2026 tem de ser o ano em que se deixa de acumular provas de conceito e se começa a construir sistemas sustentáveis — que transformam de facto as operações e a forma como se decide. Já vi o que isso significa na prática: uma PME portuguesa reduziu a revisão de propostas de três dias para quatro horas; equipas executivas cortaram em 40% o tempo de preparação de relatórios de gestão, sem perder qualidade. Não são milagres tecnológicos. São processos repensados à volta da IA.
Portugal pode ser o test bed da Europa.
A nossa dimensão é uma vantagem: é pequena o suficiente para experimentar depressa e escalar o que funciona. Portugal tem aqui uma janela real para se posicionar como o test bed da Europa em matéria de IA — se as organizações tiverem a disciplina de transformar ambição em ação.
O que vai distinguir quem ganha.
Em 2026, vão prosperar as organizações que demonstrarem carácter: que aprendem com os falhanços, que inovam nos processos, que protegem os seus dados e que formam líderes fluentes em IA. Não é sobre ter o melhor modelo. É sobre ter a melhor execução.
An MIT study points to failure rates in enterprise AI pilots reaching 90-95%. Many agents don't deliver what they promise. Boards are fatigued, CFOs skeptical, and the question hanging over meetings is no longer "how do we start?" but "why haven't we seen a return yet?".
The problem isn't technical. It's strategic.

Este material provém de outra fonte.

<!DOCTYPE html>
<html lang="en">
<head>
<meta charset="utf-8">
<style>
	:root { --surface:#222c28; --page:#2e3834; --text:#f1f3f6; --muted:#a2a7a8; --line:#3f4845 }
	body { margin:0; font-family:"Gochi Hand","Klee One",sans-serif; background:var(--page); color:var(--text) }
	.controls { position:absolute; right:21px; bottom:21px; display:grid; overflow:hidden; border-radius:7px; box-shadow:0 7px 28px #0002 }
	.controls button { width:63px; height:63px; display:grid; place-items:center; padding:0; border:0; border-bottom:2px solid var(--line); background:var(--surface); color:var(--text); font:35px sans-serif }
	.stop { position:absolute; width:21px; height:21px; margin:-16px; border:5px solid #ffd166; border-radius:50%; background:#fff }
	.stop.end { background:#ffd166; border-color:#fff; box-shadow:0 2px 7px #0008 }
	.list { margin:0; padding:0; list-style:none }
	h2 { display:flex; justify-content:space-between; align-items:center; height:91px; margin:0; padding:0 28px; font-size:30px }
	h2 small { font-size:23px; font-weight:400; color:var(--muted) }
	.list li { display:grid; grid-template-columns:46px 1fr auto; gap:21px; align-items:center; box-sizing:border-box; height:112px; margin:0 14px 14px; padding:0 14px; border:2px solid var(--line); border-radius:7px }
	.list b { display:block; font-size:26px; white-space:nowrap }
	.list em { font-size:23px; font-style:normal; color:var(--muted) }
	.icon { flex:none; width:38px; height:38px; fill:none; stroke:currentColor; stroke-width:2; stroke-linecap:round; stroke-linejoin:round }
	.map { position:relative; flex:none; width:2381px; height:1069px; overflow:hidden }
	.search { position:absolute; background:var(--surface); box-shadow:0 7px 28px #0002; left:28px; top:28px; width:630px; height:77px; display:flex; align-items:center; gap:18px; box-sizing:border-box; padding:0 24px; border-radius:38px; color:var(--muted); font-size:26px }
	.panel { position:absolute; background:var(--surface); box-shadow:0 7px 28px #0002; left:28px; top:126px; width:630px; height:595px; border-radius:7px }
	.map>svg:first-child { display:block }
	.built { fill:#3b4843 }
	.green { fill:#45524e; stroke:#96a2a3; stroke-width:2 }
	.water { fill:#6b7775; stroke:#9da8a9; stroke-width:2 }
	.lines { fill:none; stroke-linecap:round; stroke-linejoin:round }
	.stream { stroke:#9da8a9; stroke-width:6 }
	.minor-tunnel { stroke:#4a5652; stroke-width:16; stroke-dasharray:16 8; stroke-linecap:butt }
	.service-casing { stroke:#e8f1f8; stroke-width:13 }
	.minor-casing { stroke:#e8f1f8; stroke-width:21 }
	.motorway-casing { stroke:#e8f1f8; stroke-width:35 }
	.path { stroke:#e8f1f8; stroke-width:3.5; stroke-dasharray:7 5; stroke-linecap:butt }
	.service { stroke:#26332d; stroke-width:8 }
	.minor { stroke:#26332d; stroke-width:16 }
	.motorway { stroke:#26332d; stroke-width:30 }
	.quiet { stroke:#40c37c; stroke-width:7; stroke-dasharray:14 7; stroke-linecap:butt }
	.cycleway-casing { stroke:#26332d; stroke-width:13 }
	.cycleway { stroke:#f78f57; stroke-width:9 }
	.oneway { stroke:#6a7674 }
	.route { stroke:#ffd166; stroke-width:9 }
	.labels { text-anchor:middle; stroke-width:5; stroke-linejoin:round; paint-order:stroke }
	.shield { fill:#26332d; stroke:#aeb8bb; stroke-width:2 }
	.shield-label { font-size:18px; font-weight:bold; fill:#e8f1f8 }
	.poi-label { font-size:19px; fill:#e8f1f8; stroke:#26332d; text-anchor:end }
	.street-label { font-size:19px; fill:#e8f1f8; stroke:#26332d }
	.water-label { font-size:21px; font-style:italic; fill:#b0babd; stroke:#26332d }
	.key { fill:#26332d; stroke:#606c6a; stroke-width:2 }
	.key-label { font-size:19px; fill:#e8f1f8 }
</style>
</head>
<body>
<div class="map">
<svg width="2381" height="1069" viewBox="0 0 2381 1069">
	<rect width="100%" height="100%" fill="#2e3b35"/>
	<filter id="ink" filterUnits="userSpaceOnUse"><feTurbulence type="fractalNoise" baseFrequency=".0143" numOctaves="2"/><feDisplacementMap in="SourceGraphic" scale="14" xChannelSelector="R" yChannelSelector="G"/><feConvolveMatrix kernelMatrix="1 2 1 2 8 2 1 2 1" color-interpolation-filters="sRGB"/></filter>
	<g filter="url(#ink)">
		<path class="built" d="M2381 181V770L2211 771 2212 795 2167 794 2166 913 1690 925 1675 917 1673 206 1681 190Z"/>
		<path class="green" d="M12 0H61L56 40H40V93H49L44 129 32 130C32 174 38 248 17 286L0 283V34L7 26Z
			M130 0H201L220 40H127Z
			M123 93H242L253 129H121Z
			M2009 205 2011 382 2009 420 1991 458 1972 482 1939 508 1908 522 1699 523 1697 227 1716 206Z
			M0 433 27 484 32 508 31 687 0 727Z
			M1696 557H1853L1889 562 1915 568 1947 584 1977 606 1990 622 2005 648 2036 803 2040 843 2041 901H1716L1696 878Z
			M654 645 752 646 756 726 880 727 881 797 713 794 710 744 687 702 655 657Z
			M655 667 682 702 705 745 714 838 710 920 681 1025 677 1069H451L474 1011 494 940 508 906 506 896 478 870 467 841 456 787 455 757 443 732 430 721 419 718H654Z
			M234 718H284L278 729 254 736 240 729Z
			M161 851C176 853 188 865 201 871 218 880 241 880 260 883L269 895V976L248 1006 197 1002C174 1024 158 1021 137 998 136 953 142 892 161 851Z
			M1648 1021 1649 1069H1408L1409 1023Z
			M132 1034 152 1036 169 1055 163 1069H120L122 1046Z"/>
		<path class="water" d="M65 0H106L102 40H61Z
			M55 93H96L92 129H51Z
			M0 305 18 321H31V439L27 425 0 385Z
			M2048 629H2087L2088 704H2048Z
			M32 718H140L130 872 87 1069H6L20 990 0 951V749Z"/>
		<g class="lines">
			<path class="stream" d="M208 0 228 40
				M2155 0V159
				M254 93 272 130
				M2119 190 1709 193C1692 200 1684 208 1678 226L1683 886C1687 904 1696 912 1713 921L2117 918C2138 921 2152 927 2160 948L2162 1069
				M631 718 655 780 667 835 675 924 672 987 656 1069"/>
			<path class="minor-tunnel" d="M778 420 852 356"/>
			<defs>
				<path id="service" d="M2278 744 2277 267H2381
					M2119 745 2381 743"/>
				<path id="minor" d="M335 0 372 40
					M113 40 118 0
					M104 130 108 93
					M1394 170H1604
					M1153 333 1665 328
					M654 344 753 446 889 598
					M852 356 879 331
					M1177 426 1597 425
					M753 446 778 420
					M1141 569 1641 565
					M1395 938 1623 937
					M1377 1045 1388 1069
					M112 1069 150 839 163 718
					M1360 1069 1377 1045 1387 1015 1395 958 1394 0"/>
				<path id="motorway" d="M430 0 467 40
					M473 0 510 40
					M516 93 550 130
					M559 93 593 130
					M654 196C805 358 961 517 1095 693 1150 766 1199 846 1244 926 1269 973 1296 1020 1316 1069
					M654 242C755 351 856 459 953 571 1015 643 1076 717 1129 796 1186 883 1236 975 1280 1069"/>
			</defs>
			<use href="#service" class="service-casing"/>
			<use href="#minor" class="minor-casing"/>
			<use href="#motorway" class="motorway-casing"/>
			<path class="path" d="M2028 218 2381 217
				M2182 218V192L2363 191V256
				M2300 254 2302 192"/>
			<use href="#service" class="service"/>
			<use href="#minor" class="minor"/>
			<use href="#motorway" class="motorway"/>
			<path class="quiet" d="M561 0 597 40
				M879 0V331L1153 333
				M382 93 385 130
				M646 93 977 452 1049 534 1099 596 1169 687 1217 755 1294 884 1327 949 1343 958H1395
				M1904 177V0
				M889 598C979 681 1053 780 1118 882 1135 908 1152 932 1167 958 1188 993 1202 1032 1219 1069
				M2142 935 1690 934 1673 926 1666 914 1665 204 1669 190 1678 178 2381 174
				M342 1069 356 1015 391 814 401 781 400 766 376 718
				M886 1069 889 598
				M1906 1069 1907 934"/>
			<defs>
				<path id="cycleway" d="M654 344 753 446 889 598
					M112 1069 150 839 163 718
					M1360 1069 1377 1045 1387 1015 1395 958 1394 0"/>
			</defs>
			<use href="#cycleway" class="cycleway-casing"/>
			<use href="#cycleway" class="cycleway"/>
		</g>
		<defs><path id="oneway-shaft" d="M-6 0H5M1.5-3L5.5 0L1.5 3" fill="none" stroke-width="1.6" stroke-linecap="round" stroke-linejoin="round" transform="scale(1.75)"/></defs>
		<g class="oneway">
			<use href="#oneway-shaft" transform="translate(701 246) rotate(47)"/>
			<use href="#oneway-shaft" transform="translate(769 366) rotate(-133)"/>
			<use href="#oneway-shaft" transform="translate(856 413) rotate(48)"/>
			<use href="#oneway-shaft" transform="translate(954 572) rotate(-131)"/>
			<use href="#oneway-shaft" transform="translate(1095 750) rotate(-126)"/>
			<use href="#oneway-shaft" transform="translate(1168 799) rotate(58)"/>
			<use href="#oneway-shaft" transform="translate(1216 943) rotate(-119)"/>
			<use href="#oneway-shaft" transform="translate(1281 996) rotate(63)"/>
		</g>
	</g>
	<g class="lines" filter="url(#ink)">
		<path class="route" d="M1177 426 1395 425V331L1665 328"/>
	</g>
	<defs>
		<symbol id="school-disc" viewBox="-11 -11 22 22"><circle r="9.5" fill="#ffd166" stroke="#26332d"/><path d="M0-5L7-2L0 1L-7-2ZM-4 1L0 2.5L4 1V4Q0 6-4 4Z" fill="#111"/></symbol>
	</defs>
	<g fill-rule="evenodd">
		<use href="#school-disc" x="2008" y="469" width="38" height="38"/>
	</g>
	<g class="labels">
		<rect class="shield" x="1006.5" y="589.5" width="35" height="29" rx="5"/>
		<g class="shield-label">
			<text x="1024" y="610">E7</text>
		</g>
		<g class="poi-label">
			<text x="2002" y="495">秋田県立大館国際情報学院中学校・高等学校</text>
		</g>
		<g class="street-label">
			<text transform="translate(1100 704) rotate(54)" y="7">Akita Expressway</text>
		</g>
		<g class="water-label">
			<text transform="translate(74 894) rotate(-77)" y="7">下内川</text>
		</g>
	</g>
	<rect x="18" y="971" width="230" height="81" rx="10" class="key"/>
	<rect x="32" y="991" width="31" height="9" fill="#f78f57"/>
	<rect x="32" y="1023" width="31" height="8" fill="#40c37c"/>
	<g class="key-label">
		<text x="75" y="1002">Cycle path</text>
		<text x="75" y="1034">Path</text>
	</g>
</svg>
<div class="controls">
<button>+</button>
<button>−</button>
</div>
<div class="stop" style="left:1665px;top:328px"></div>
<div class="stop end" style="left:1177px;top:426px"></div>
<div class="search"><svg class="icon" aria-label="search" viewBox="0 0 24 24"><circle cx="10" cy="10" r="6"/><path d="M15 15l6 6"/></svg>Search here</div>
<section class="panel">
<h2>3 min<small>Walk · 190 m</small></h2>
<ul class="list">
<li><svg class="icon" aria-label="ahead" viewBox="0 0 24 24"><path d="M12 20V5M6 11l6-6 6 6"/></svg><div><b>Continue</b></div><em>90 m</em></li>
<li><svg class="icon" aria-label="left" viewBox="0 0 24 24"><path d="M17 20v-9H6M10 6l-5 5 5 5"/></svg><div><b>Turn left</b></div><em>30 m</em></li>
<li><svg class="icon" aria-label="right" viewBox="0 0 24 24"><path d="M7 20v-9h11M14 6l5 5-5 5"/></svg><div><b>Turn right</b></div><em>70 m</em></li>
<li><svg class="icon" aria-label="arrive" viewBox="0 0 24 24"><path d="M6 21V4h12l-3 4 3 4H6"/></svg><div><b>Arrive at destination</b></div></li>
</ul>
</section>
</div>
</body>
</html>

Most organizations treated AI as a fashionable technology, not as business infrastructure. They bought licenses, formed task forces, ran workshops — and skipped the hard work: building internal competency, redesigning processes, and establishing governance. A pilot that never reaches production isn't a model problem. It's a decision problem.
From pilots to systems.
2026 must be the year we stop accumulating proofs of concept and start building sustainable systems — ones that genuinely transform operations and how decisions are made. I've seen what that means in practice: a Portuguese SME cut proposal review from three days to four hours; executive teams reduced management-report prep time by 40%, without losing quality. These aren't technological miracles. They're processes rethought around AI.
Portugal can be Europe's test bed.
Our size is an advantage: small enough to experiment fast and scale what works. Portugal has a real window to position itself as Europe's AI test bed — if organizations have the discipline to turn ambition into action.
What will set the winners apart.
In 2026, the organizations that thrive will be the ones that show character: that learn from failures, innovate in their processes, protect their data, and develop AI-literate leaders. It's not about having the best model. It's about having the best execution.